We think it is related to the “avatar approach” to 3D communication. This approach is a classic: all participants of a call have their own avatars and only the expressions, movements and sound are transmitted. Then they are applied to avatars and displayed to users through XR headset (for instance).
This approach can be perfected, of course, like in the “codec avatars — Facebook 2020 Research: Photorealistic Avatars & Full Body Tracking, where the description of expression and movement is maxed to cover as much as possible.
Still, maybe the avatar approach itself is an obstacle for realism. In the process of translating the image of a person as seen by camera into the description of expression and applying it back to the avatar, the momentous reality is travelling through too many layers of complex transformations. Ultimate realism is the one with zero transformations.

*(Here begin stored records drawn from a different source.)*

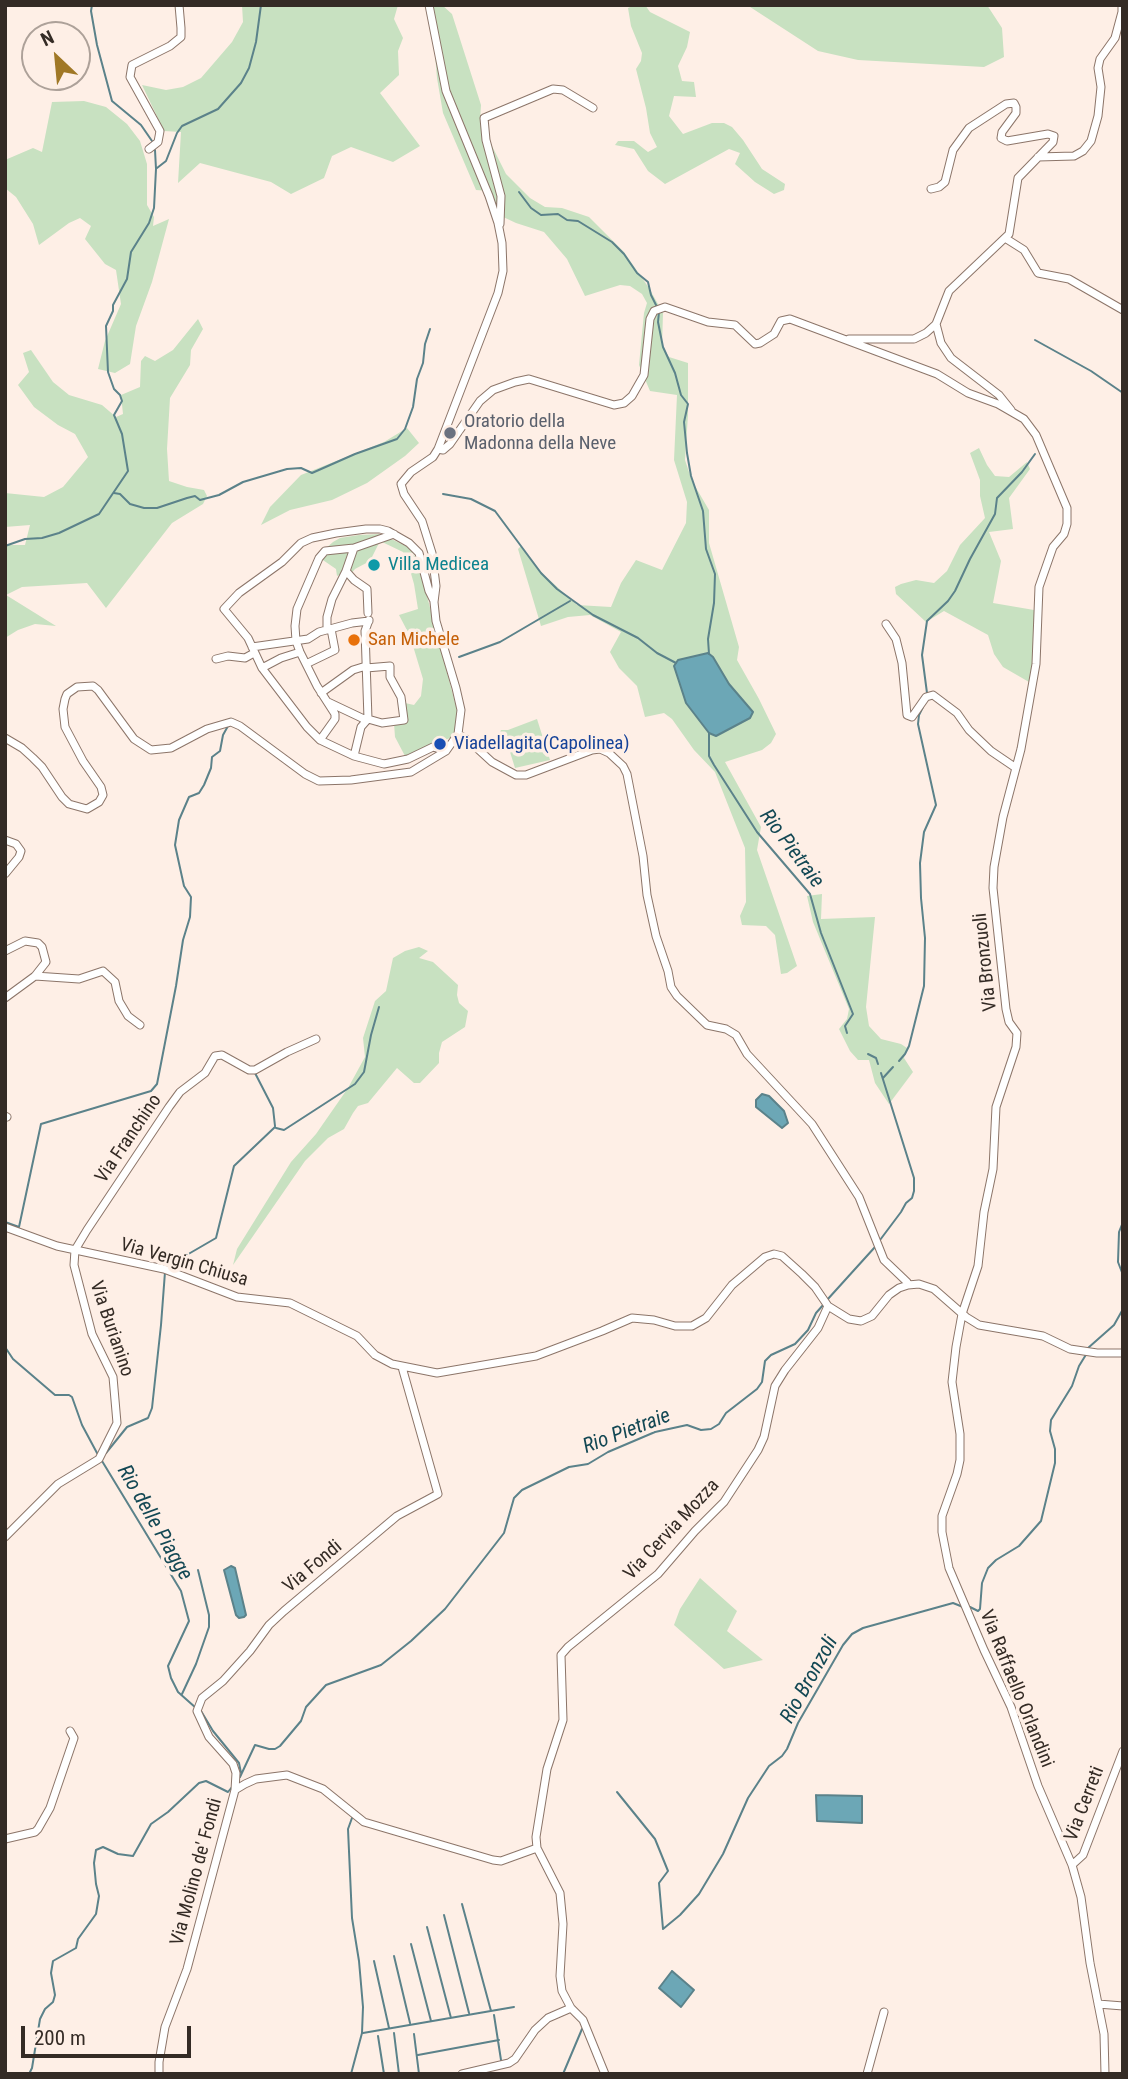 <!DOCTYPE html>
<style>
body{margin:0}
#map{position:relative;width:1128px;height:2079px;overflow:hidden;background:#feefe6;font-family:"Roboto Condensed",sans-serif}
canvas{display:block}
.frame{position:absolute;inset:0;border:7px solid #342b25;pointer-events:none}
.north{position:absolute;left:21px;top:21px;width:70px;height:70px;box-sizing:border-box;background:#feefe6;border:2px solid #ada199;border-radius:50%;rotate:334deg;font-size:19px;font-weight:700;line-height:28px;text-align:center;color:#342b25}
.north::after{content:'';display:block;margin:auto;width:24px;height:32px;background:#a07826;clip-path:polygon(50% 0,100% 100%,50% 72%,0 100%)}
.scale{position:absolute;left:21px;top:2026px;width:170px;height:32px;box-sizing:border-box;border:4px solid #342b25;border-top:0;padding-left:9px;font-size:21px;line-height:24px;white-space:nowrap;color:#342b25;-webkit-text-stroke:5px #feefe6;paint-order:stroke}
</style>
<div id="map">
<canvas width="1128" height="2079"></canvas>
<div class="frame"></div>
<div class="north">N</div>
<div class="scale">200 m</div>
</div>
<script>
const ctx = document.querySelector('canvas').getContext('2d');
ctx.lineJoin = 'round';
function fillPath(path, color) {
  ctx.fillStyle = color;
  ctx.fill(path, 'evenodd');
}
function shape(rows) {
  const path = new Path2D();
  for (const r of rows) {
    path.moveTo(r[0], r[1]);
    for (let i = 2; i < r.length; i += 2) path.lineTo(r[i], r[i + 1]);
  }
  return path;
}
function trace(path, color, width, dash) {
  ctx.strokeStyle = color;
  ctx.lineWidth = width;
  ctx.lineCap = dash ? 'butt' : 'round';
  ctx.setLineDash(dash || []);
  ctx.stroke(path);
}
function write(font, color, halo, rows, align = 'center') {
  ctx.font = font + ' "Roboto Condensed",sans-serif';
  ctx.lineWidth = 7;
  ctx.setLineDash([]);
  ctx.textBaseline = 'middle';
  ctx.strokeStyle = halo;
  ctx.fillStyle = color;
  for (const [text, x, y, turn = 0] of rows) {
    ctx.save();
    ctx.translate(x, y);
    ctx.rotate((+turn || 0) * Math.PI / 180);
    ctx.textAlign = isNaN(turn) ? turn : align;
    if (halo) ctx.strokeText(text, 0, 0);
    ctx.fillText(text, 0, 0);
    ctx.restore();
  }
}
const green = shape([
 [242,5,398,5,394,19,403,38,398,51,399,75,380,93,420,146,393,162,351,147,332,156,324,178,291,194,271,182,200,163,178,183,181,132,164,131,142,85,166,90,183,87,201,78,232,42,243,22],
 [431,5,442,5,452,14,481,105,480,122,506,174,530,198,545,207,562,208,589,217,624,252,649,288,663,313,662,346,669,357,688,363,688,415,685,460,692,481,709,510,709,543,739,647,737,660,759,699,776,734,771,743,762,750,725,762,761,827,757,850,797,966,787,973,781,974,775,935,766,926,742,925,740,916,746,902,745,848,715,772,694,750,672,719,664,713,645,717,637,686,619,668,610,652,621,632,590,615,568,617,541,626,518,549,521,546,543,574,577,605,611,607,621,583,636,560,662,570,686,523,687,502,674,460,677,395,650,391,639,365,644,313,647,303,642,294,630,286,620,285,585,296,567,259,544,232,516,223,499,215,490,191,476,190,443,113,437,78],
 [635,5,645,5,650,12,690,32,687,47,678,66,682,81,694,82,696,97,674,96,669,116,683,134,712,123,724,123,732,127,743,140,762,169,785,184,784,190,774,194,755,182,735,164,740,153,729,149,665,184,648,171,634,149,615,145,618,141,634,141,648,152,657,147,650,133,646,108,636,69,641,61,642,53,631,26,628,8],
 [747,5,987,5,1002,28,1004,57,984,67,858,60,818,51],
 [84,101,106,107,127,124,140,141,147,164,147,205,154,217,153,226,169,219,152,282,136,326,130,364,115,373,98,369,105,341,121,304,116,270,105,264,85,239,91,226,80,218,69,223,39,245,33,224,16,197,5,188,5,160,33,148,42,152,52,102],
 [198,319,203,329,191,350,190,365,170,398,167,449,169,481,187,487,204,490,207,496,203,504,172,523,106,608,87,583,22,587,6,595,56,626,35,624,18,630,5,638,5,545,25,545,30,525,5,527,5,493,44,497,63,487,88,457,75,434,58,425,34,407,18,385,29,372,23,353,31,350,53,382,69,395,102,405,116,417,123,414,121,395,140,387,141,361,145,356,155,361,173,350],
 [407,428,419,443,405,456,367,483,332,500,290,510,261,525,270,507,301,475,384,442],
 [979,448,987,465,995,476,1009,477,1027,462,1030,469,1009,498,1013,529,989,532,1001,561,993,603,1034,610,1034,657,1029,682,1003,667,994,654,988,635,944,611,926,622,896,594,895,587,901,584,916,580,934,583,947,571,960,545,985,518,980,496,980,480,970,453],
 [381,534,410,548,418,562,458,714,457,730,450,738,405,756,395,737,394,723,406,722,405,703,414,705,421,696,423,679,410,636,399,615,418,609,414,584,408,563,403,552,380,541,370,561,355,569,349,576,343,573,337,576,336,569,317,556,333,542,340,538,359,535],
 [537,719,550,760,515,768,510,752,503,749,503,743,496,740,501,730,508,730],
 [822,894,821,919,875,917,866,1007,869,1026,881,1039,901,1044,907,1048,904,1058,913,1072,889,1104,875,1083,869,1060,858,1060,850,1051,839,1029,847,1019,849,1009,813,922,807,896],
 [419,947,428,951,419,958,433,962,458,985,457,995,459,1003,468,1011,465,1027,442,1042,439,1053,439,1063,420,1083,414,1083,397,1068,368,1103,358,1106,353,1113,344,1129,328,1138,305,1161,233,1265,237,1249,291,1162,316,1134,348,1088,365,1057,363,1038,375,1001,386,991,393,958,405,951],
 [700,1578,737,1611,727,1631,763,1660,724,1669,674,1625,680,1609]
]);
const water = shape([
 [708,653,713,657,729,684,753,712,750,718,716,736,709,733,686,703,674,666,678,660,708,653],
 [762,1094,769,1096,784,1111,788,1123,782,1128,756,1107,756,1100,762,1094],
 [231,1566,235,1568,246,1615,244,1617,239,1618,236,1615,224,1570,231,1566],
 [816,1795,862,1796,862,1823,817,1821,816,1795],
 [672,1971,694,1990,681,2007,659,1988,672,1971]
]);
const stream = shape([
 [92,5,91,11,97,45,112,101,141,125,152,141],
 [157,168,166,161,177,133,182,126,218,109,241,83,249,68,256,42,261,5],
 [519,192,531,208,541,215,558,214,567,220,578,221,612,242,624,254,637,273,648,282,651,295,657,307],
 [659,312,658,322,663,347,675,373,681,395,688,404,684,422,687,453,691,476,703,511,706,549,715,574,714,603,708,639,709,654],
 [1035,340,1091,371,1123,393],
 [114,493,120,494,130,504,144,508,157,508,187,498,195,496,200,500,219,495,243,482,287,469,301,468,312,473,355,454,397,439,405,429,413,407,417,379,423,363,425,344,430,329],
 [443,494,471,499,495,511,541,573,557,589,593,615,638,638,657,653,676,663],
 [5,546,25,539,42,538,59,533,99,514,128,471,122,434,114,415,122,401,120,395,114,389,108,372,106,326,113,311,113,305,127,279,131,252,149,223,154,208,156,169,155,150],
 [459,657,500,642,570,601],
 [927,693,922,655,927,621,948,601,955,591,970,559,995,514,997,498,1022,472,1035,454],
 [709,733,709,756,714,765,757,832,810,894,821,933,853,1014,845,1026,847,1033],
 [868,1054,876,1058,878,1064],
 [899,1061,905,1054,909,1046,924,986,925,938,921,898,920,863,924,832,936,805,918,724,919,715,923,707],
 [255,1073,273,1108,275,1126],
 [883,1078,893,1067],
 [276,1128,284,1130,355,1084,364,1072,371,1035,379,1007],
 [5,1222,19,1227,41,1124,151,1091,157,1084,176,986,183,940,190,917,191,897,184,886,175,845,179,820,189,797,199,793,204,785,211,768,212,757,220,751,223,735,228,726],
 [1123,1222,1119,1232,1118,1262,1123,1275],
 [880,1240,901,1212,906,1203,912,1198,914,1191,914,1178,881,1073],
 [166,1267,216,1238,234,1166,275,1127],
 [827,1300,875,1247],
 [5,1347,13,1359,55,1395,69,1395,72,1397,82,1425,97,1453],
 [1088,1348,1114,1325,1123,1309],
 [106,1453,127,1427,148,1418,152,1408,161,1325,165,1272],
 [102,1461,181,1591,189,1621,168,1666,171,1678,178,1692,196,1708],
 [968,1608,970,1607,978,1611,980,1609,982,1583,988,1568,996,1560,1019,1546,1041,1521,1055,1463,1055,1449,1050,1431,1051,1420,1072,1386,1079,1366,1087,1353],
 [182,1694,196,1664,209,1627,209,1615,198,1570],
 [201,1711,213,1731,239,1763,241,1773],
 [240,1777,255,1745,269,1749,275,1749,280,1746,301,1721,306,1707,326,1685,381,1665,411,1641,445,1609,504,1533,514,1498,522,1490,569,1467,588,1464,608,1452,655,1432,687,1425,701,1430,711,1429,719,1424,726,1413,757,1389,762,1382,765,1361,771,1355,795,1344,808,1330,816,1313,824,1304],
 [617,1792,655,1839,668,1871,659,1883,663,1929],
 [462,1904,491,2011],
 [444,1915,469,2013],
 [427,1927,451,2018],
 [663,1929,680,1915,699,1894,723,1854,748,1798,769,1766,782,1756,787,1749,798,1723,843,1645,852,1634,863,1628,953,1603,963,1607],
 [411,1944,431,2021],
 [394,1956,410,2023],
 [374,1961,389,2028],
 [494,2015,501,2060],
 [363,2033,514,2007],
 [394,2033,399,2074],
 [414,2034,419,2074],
 [378,2036,384,2074],
 [418,2055,499,2040],
 [29,2074,32,2068,40,2019,45,2009,53,2002,55,1995,51,1973,53,1961,76,1948,78,1939,96,1914,99,1896,96,1884,94,1863,96,1850,103,1847,118,1854,133,1856,151,1824,168,1812,199,1783,206,1781,228,1792,232,1787],
 [351,2074,362,2033,363,2007,359,1961,352,1918,348,1829,352,1818],
 [563,2074,582,2029]
]);
const minor = shape([
 [149,149,158,142,160,131,130,77,132,65,170,46,181,37,181,28,179,5],
 [1038,157,1074,156,1083,151,1091,141,1098,116,1101,87,1098,68,1100,59,1115,38,1122,12,1122,5],
 [500,224,501,196,486,140,484,118,553,89,563,90,593,108],
 [1005,238,1024,250,1038,273,1069,279,1123,310],
 [936,324,941,343,951,358,999,395,1011,410],
 [849,339,914,339,926,333,936,324,949,291,1009,234,1018,178,1053,142,1054,136,1048,134,1007,141,1001,138,1002,132,1016,113,1016,107,1014,103,1006,104,969,128,953,150,945,182,939,187,931,189],
 [438,449,443,450,450,444,480,401,493,390,515,382,529,379,614,405,624,403,632,396,644,375,650,319,654,311,665,307,708,322,735,325,755,344,760,343,774,334,781,321,790,319,937,374,968,393,998,404,1024,419,1036,435,1067,508,1067,524,1064,534,1053,547,1039,587,1036,664,1021,749,1003,817,994,867,993,888,1006,1009,1009,1022,1017,1033,1016,1047,996,1107,993,1169,984,1212,978,1266,962,1314,956,1347,952,1382,960,1434,960,1460,957,1474,942,1516,942,1532,949,1568,984,1650,1011,1707,1038,1786,1072,1865,1081,1897,1090,1963,1104,2034,1105,2074],
 [354,548,346,571,354,580,367,589,368,613],
 [434,601,429,591,419,553,409,543,388,531,380,529,366,529,336,533,312,538,301,543,282,562,239,593,224,609,248,638,262,668,307,727,320,740,354,756,384,764,408,759,433,747,446,751],
 [886,624,896,639,902,663,907,715,912,717,926,697,933,695,957,713,969,730,991,751,1016,768],
 [327,630,327,617,332,599,346,571],
 [252,647,308,639,319,632,352,623,369,621],
 [216,659,228,656,245,658,254,653],
 [306,664,335,650,331,629],
 [262,668,281,658,300,652],
 [366,668,390,666,390,677,401,697,404,720,382,723,368,719],
 [321,693,353,670,366,666],
 [328,702,366,720],
 [458,734,468,740,492,762,516,775,526,775,592,750,600,749,609,753,623,766,627,774,643,856,647,895,656,936,668,971,671,987,677,996,707,1025,726,1029,736,1035,747,1054,812,1124,859,1197,884,1260,907,1282,908,1285],
 [5,738,22,748,33,758,42,767,62,797,69,804,87,809,99,802,103,795,101,787,83,761,65,727,63,709,65,699,67,694,77,687,93,686,98,690,134,739,151,750,171,748,207,729,231,722,240,726,305,774,319,781,351,780,411,772,446,751,458,734,461,710,456,688,436,621,434,602,436,586,432,553,422,521,404,494,401,484,411,472,433,457,438,449,498,293,503,271,502,243,498,223,489,196,446,91,429,5],
 [320,740,335,719,335,714,317,686,300,652,296,641,295,626,297,609,319,558,325,551,354,548,394,534],
 [354,756,361,727,368,719,365,631,369,620],
 [5,840,16,844,21,851,19,857,5,874],
 [5,951,25,941,38,943,42,947,46,962,35,976,5,998],
 [35,976,79,979,103,971,115,982,119,1001,128,1016,140,1025],
 [5,1116,7,1117],
 [5,1227,57,1246,164,1269,237,1297,290,1303,357,1336,375,1355,392,1364,437,1373,536,1356,602,1331,632,1318,654,1320,675,1326,692,1326,706,1318,732,1285,765,1257,774,1254,782,1256,802,1274,815,1287,828,1306,849,1319,861,1321,872,1316,889,1295,899,1288,908,1285,919,1284,934,1289,966,1317,979,1325,1043,1336,1070,1349,1097,1353,1123,1353],
 [5,1537,58,1484,99,1459,117,1423,113,1377,92,1334,74,1265,75,1250,87,1230,169,1107,180,1092,205,1073,215,1056,222,1055,249,1070,255,1070,287,1052,316,1039],
 [235,1790,236,1773,233,1764,209,1737,197,1711,202,1698,223,1681,250,1651,269,1625,284,1611,397,1516,438,1494,402,1367],
 [5,1839,35,1832,38,1829,50,1808,74,1738,70,1731],
 [1072,1865,1083,1855,1123,1751],
 [1098,2004,1123,2006],
 [571,2008,562,1991,560,1976,563,1924,560,1893,537,1848,536,1837,547,1769,563,1720,561,1655,568,1647,658,1574,695,1531,724,1502,758,1450,764,1437,775,1386,785,1370,818,1328,828,1306],
 [159,2074,159,2062,165,2027,187,1969,235,1790,245,1784,256,1779,287,1775,323,1789,364,1822,493,1860,501,1861,537,1848],
 [462,2074,509,2063,515,2059,535,2030,548,2018,571,2008,583,2020,605,2074],
 [867,2074,884,2012]
]);
const markers = [
 [450,433,7,"#6b7280"],
 [374,565,7,"#0f9aa8"],
 [354,640,7,"#e8710a"],
 [440,744,7,"#1a4fb4"]
];
const worshipNames = [
 ["Oratorio della",464,422],
 ["Madonna della Neve",464,444]
];
const cultureNames = [
 ["Villa Medicea",388,565]
];
const foodNames = [
 ["San Michele",368,640]
];
const transitNames = [
 ["Viadellagita(Capolinea)",454,744]
];
const streetNames = [
 ["Via Bronzuoli",986,962,-96],
 ["Via Franchino",129,1139,-56],
 ["Via Vergin Chiusa",184,1263,16],
 ["Via Burianino",111,1329,71],
 ["Via Cervia Mozza",672,1530,-47],
 ["Via Fondi",313,1567,-40],
 ["Via Raffaello Orlandini",1016,1689,68],
 ["Via Cerreti",1085,1804,-69],
 ["Via Molino de' Fondi",197,1872,-75]
];
const waterNames = [
 ["Rio Pietraie",791,849,53],
 ["Rio Pietraie",627,1432,-21],
 ["Rio delle Piagge",154,1523,60],
 ["Rio Bronzoli",810,1680,-61]
];
fillPath(green, '#c8e1c1');
fillPath(water, '#6ca7b6');
trace(water, '#5b828a', 2);
trace(stream, '#5b828a', 2);
trace(minor, '#8c7569', 9);
trace(minor, '#fff', 7);
for (const [x, y, r, color] of markers) {
  const dot = new Path2D();
  dot.arc(x, y, r, 0, 2 * Math.PI);
  ctx.fillStyle = color;
  ctx.fill(dot);
  trace(dot, '#feefe6', 2.5);
}
write('19px', '#5b616d', '#feefe6', worshipNames, 'left');
write('19px', '#0d838f', '#feefe6', cultureNames, 'left');
write('19px', '#c56008', '#feefe6', foodNames, 'left');
write('19px', '#164399', '#feefe6', transitNames, 'left');
write('19px', '#342b25', '#feefe6', streetNames);
write('italic 21px', '#134854', '#feefe6', waterNames);
</script>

Why do we complain if there is not enough realism in communication? Isn’t it that we prefer to look beautiful rather than realistic? Don’t we need high quality and resolution of the image rather than realism? Actually, we want all these and realism :-), as a low resolution realistic experience can be better than a too artificial one in high resolution!
To have comfortable and efficient communication, we can use any nonverbal cues, which aid our message. We don’t know what all the elements of such nonverbal content are, but the more realistically we reproduce the remote person, the less nonverbal content will be lost. As humans, we have very powerful 3D perception. So, if we display the other person in 3D well, it should be very natural and comfortable for us to perceive her/him.How to achieve realism in 3D video calls? In the end, the quality of remote person reproduction is defined by how much information we collect, transfer and reproduce. The collection and reproduction are defined by the available cameras, depth sensors and 3D headsets. The transfer is defined by the information we lose in the process of packing-sending-unpacking between the camera of person A and the 3D headset of person B. We believe that transferring as much information as possible with minimal possible touching is the key to realism. Instead of layered transformation we try to locally recover the information which is broken or missing.
When will 3D video calls arrive? We work hard to bring them to you soon. The XR/VR headsets are becoming available, current smartphones include high quality cameras, 3D sensors and powerful processors and GPUs, and we have the vision and the technology to make 3D calls real.